Oral Presentation
Databases
Julie Barberio (she/her/hers)
Doctoral Candidate
Department of Epidemiology, Emory University
Atlanta, GA, United States
Rohini K. Hernandez, PhD MPH (she/her/hers)
Director of Observational Research
Amgen, Inc.
Thousand Oaks, CA, United States
Ashley I. Naimi, PhD
Associate Professor
Department of Epidemiology, Emory University, United States
Rachel E. Patzer, PhD
Professor
Department of Epidemiology, Emory University, United States
Christopher Kim, PhD
Director
Center for Observational Research, Amgen Inc., United States
Timothy L. Lash, DSc
Professor and Chair
Department of Epidemiology, Rollins School of Public Health, Emory University, Atlanta, GA USA, United States
In terms of quality, our methods were expected to accurately identify the complete set of mothers and infants in the JMDC enrolled in a shared health insurance plan. Women with evidence of a live birth delivery had a linkage rate of about 50%, which aligns with expectations of infant insurance coverage under the mother’s, versus other parent’s, plan. Cross-tabulation of values indicated for the relationship of the “mother” and “infant” to the insurance holder allowed for confirmation of plausible biologic mother–infant pairs. However, the completeness and accuracy of gestational age information was limited given the lack of live birth delivery codes for the majority (60%) of the cohort coupled with suppression of infant birth dates and inaccessibility of International Classification of Diseases codes with fifth level digits (where gestational week information would have been available) in the database.
Introduction: The potential for administrative databases to inform medication safety during pregnancy has been increasingly recognized. Mother–infant linkages in databases enable evaluation of infant outcomes. However, database availability, which has increased in recent years, does not inherently dictate suitability to generate evidence to inform regulatory decision making (“fit for regulatory purpose”), emphasizing the importance of fit-for-purpose database evaluation.

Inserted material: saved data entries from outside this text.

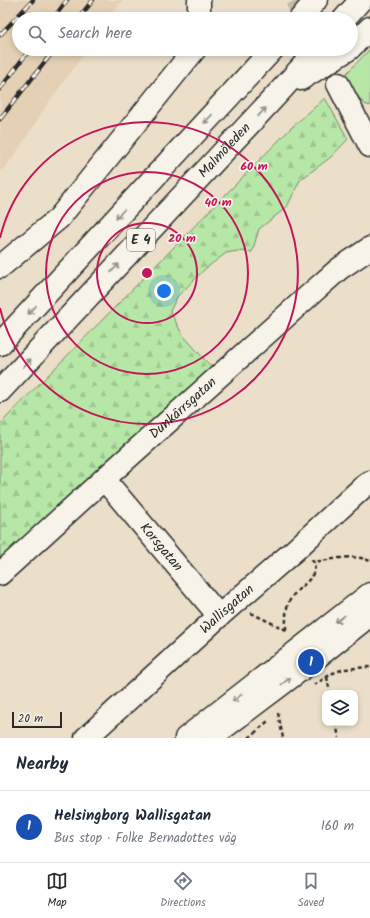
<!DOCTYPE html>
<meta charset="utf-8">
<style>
:root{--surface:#fff;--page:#f6f6f7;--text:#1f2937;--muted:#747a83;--line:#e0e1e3;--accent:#2b2b2b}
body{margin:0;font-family:Kalam,sans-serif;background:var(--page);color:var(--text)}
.controls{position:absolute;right:12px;bottom:12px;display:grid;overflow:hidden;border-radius:8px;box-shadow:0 2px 6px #0003}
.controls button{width:36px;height:36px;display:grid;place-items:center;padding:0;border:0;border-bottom:1px solid var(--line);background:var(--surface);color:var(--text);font:20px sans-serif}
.scale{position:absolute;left:12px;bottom:10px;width:50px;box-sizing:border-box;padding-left:4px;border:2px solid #2b2b2b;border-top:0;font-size:11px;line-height:14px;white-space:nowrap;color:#2b2b2b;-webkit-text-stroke:3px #f7f3e8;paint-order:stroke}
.you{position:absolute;left:164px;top:291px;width:14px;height:14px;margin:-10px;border:3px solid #fff;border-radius:50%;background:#1a73e8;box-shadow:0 0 0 6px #1a73e833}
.badge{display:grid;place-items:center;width:26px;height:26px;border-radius:50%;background:var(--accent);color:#fff;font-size:13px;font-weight:700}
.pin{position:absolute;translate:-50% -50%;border:2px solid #fff;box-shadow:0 1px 4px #0006}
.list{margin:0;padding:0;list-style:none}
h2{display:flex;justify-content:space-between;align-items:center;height:52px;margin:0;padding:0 16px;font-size:17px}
h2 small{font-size:13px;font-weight:400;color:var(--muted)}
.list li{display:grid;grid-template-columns:26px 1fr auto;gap:12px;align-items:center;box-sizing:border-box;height:72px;padding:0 16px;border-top:1px solid var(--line)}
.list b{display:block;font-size:15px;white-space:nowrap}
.list p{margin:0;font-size:13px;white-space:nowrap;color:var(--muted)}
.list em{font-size:13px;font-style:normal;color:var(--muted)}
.icon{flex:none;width:22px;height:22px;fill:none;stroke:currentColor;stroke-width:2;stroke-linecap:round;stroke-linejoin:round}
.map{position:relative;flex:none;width:370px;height:738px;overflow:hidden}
.search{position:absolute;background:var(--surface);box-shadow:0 2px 6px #0003;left:12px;right:12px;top:12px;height:44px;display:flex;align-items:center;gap:10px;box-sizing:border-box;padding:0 14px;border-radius:22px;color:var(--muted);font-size:15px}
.sheet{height:124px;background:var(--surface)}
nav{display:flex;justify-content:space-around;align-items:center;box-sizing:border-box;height:56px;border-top:1px solid var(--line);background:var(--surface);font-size:11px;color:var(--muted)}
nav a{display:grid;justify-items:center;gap:2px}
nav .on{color:var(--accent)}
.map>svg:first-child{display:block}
</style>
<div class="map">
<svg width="370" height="738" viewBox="0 0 370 738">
<defs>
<pattern id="forest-firs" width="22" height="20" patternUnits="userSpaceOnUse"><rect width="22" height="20" fill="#b7e7a6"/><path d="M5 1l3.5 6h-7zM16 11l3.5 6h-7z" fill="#9ec68f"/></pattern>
</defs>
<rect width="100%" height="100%" fill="#ecdfca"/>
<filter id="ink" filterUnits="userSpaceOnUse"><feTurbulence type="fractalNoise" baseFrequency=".025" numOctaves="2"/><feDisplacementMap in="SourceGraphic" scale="8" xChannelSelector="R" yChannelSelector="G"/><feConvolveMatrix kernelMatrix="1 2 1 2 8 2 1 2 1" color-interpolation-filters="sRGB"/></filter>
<g filter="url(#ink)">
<!-- built -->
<path fill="#e4d1b5" d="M0 0H123L109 19H19V49H88L47 105 13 158 0 172Z"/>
<!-- green -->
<path fill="#b7e7a6" stroke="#718968" d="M370 49V106L364 104 343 77Z"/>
<!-- forest -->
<path fill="url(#forest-firs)" stroke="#718968" d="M325 98 348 139 331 157 300 180 287 207 259 229 252 252 237 251 226 253 205 269 177 297 170 311 182 334 212 368 0 563V424L291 128Z"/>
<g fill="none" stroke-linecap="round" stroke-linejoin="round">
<!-- minor-tunnel -->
<path stroke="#c5bbaa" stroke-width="22" stroke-dasharray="22 11" stroke-linecap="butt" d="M296 0 305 19"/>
<defs>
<g id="minor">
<path d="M199 19V0"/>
<path d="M338 84 370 146"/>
<path d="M0 267 59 218 195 49"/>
<path id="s1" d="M104 479 219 616"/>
<path id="s2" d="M0 574 104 479 314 291 339 269 370 248"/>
<path d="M214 735 311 662 370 615"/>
<path id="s3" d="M86 738 219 616 295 550 362 488 370 482"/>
<path d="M186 738 370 594"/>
</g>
<g id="highway">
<path d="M300 19 316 0"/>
<path d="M344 19 361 0"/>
<path d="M351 47 370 28"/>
<path d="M301 79 349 49"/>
<path d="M0 344 273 49"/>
<path id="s4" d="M0 391 282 89 318 49"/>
</g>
</defs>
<!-- minor casing -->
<use href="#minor" stroke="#2b2b2b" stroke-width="25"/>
<!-- highway casing -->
<use href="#highway" stroke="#2b2b2b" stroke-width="25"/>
<!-- path -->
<g stroke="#2b2b2b" stroke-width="2.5" stroke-dasharray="4 3" stroke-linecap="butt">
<path d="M311 560 314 562C332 560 353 553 370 561"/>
<path d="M251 613 286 630"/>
<path d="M286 630C286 620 285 611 289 602 296 586 319 580 314 562"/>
<path d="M327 677 330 693"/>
<path d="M314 685 333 673 344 669 370 667"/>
<path d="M278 713 283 738"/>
<path d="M336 723 339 738"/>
<path d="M249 738 268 721"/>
</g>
<!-- minor -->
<use href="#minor" stroke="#f7f3e8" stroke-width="22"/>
<!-- highway -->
<use href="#highway" stroke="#f7f3e8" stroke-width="22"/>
<defs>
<g id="rail">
<path d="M53 19 67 0"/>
<path d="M78 19 93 0"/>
<path d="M0 35 33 0"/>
<path d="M0 89 30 49"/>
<path d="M0 119 55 49"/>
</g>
</defs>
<!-- rail casing -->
<use href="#rail" stroke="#2b2b2b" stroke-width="4.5"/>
<!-- rail -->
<use href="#rail" stroke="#f7f3e8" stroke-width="3" stroke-dasharray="9" stroke-linecap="butt"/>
</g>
<!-- one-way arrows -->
<defs><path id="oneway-shaft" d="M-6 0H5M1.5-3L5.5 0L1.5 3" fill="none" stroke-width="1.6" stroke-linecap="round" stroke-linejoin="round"/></defs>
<g stroke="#918f8a">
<use href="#oneway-shaft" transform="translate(262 112) rotate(-47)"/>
<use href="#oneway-shaft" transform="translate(208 119) rotate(133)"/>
<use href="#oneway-shaft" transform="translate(120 214) rotate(133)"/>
<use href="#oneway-shaft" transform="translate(115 268) rotate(-47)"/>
<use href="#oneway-shaft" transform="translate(32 310) rotate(133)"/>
<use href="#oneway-shaft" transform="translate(27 363) rotate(-47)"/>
<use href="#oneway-shaft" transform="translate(340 619) rotate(143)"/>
<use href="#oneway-shaft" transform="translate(286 681) rotate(-37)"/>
<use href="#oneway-shaft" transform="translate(237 698) rotate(142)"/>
</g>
</g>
<!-- distance rings -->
<g fill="none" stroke="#c2185b" stroke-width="2">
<circle cx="147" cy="273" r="50"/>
<circle cx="147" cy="273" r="101"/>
<path d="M0 238A151 151 0 1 1 0 308"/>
</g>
<g text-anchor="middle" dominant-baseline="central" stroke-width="3.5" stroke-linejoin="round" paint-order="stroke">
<!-- shield labels -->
<rect fill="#f7f3e8" stroke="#686764" stroke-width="1" x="127" y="229" width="28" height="22" rx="3"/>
<g font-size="13" font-weight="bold" fill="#2b2b2b">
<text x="141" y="240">E 4</text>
</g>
<!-- street labels -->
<g font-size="14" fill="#2b2b2b" stroke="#f7f3e8">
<text stroke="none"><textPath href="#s4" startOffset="329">Malmöleden</textPath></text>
<text stroke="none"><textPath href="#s2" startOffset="247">Dunkärrsgatan</textPath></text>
<text stroke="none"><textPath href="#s1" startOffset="89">Korsgatan</textPath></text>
<text stroke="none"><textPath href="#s3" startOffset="191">Wallisgatan</textPath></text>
</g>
</g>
<circle cx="147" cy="273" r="6" fill="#c2185b" stroke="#f7f3e8" stroke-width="2"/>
<g font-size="12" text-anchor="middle" font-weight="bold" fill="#c2185b" stroke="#f7f3e8" stroke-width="3.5" stroke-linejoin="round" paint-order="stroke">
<text x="254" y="170">60 m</text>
<text x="218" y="206">40 m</text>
<text x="182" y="242">20 m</text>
</g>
</svg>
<div class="controls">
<button><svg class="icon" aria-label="layers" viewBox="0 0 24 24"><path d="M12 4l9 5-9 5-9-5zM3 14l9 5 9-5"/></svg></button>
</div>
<div class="scale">20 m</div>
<div class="you"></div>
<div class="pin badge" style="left:311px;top:662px;background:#1a4fb4">1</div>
<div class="search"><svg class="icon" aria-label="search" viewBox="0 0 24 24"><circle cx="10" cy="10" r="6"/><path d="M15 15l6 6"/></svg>Search here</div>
</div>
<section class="sheet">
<h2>Nearby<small></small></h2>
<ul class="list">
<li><span class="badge" style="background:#1a4fb4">1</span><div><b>Helsingborg Wallisgatan</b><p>Bus stop · Folke Bernadottes väg</p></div><em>160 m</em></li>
</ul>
</section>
<nav>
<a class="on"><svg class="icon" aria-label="map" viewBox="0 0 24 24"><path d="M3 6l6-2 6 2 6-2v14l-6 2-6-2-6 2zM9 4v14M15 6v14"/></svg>Map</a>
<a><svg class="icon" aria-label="directions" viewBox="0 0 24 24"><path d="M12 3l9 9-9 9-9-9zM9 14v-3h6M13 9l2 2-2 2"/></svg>Directions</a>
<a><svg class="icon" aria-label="saved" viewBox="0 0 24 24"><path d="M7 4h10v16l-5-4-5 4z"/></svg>Saved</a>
</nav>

Objective: To use the Duke-Margolis framework to assess whether a linked cohort of mothers and infants in the Japan Medical Data Center (JMDC) claims database is fit for purpose within the regulatory context of estimating infant outcomes associated with in utero exposure to marketed medications.
Methods: The Duke-Margolis framework considers whether a database is fit for regulatory purpose based on relevancy and quality. Relevancy relates to capacity to answer the research question, in terms of availability of critical data fields and a sufficiently sized, representative population. Quality relates to ability to validly answer the research question, in terms of data completeness, accuracy, and transparency. To assess these considerations, we estimated the number of pregnancies that could be linked to an infant among females ages 12–55 in the JMDC between January 2005 and March 2022 using two different linkage approaches. Descriptive characteristics were examined.
Results: In terms of relevancy, we determined that critical data fields (maternal medication exposures, infant major congenital malformations, covariates) were available. Family identification codes permitted patient-level mother–infant linkage. 385,295 total mother–infant pairs were identified, representing about 2% of live births in Japan during the study period. About 47,000 congenital malformations were observed among these pairs. Comparison to publicly available data from Japan suggested congenital malformations were over-represented (12.2% versus 5.7%) and preterm births were under-recorded (3.6% versus 5.6%) in this population. Maternal characteristics, however, appeared mostly consistent with the population of same-aged females in Japan.
Conclusions: Results suggest the JMDC may be well-suited for descriptive studies of pregnant women in Japan (e.g., comorbidities, medication usage). More work is needed to identify a method to assign pregnancy onset and delivery dates so that in utero exposure windows can be defined more precisely as needed for many regulatory postapproval pregnancy safety studies.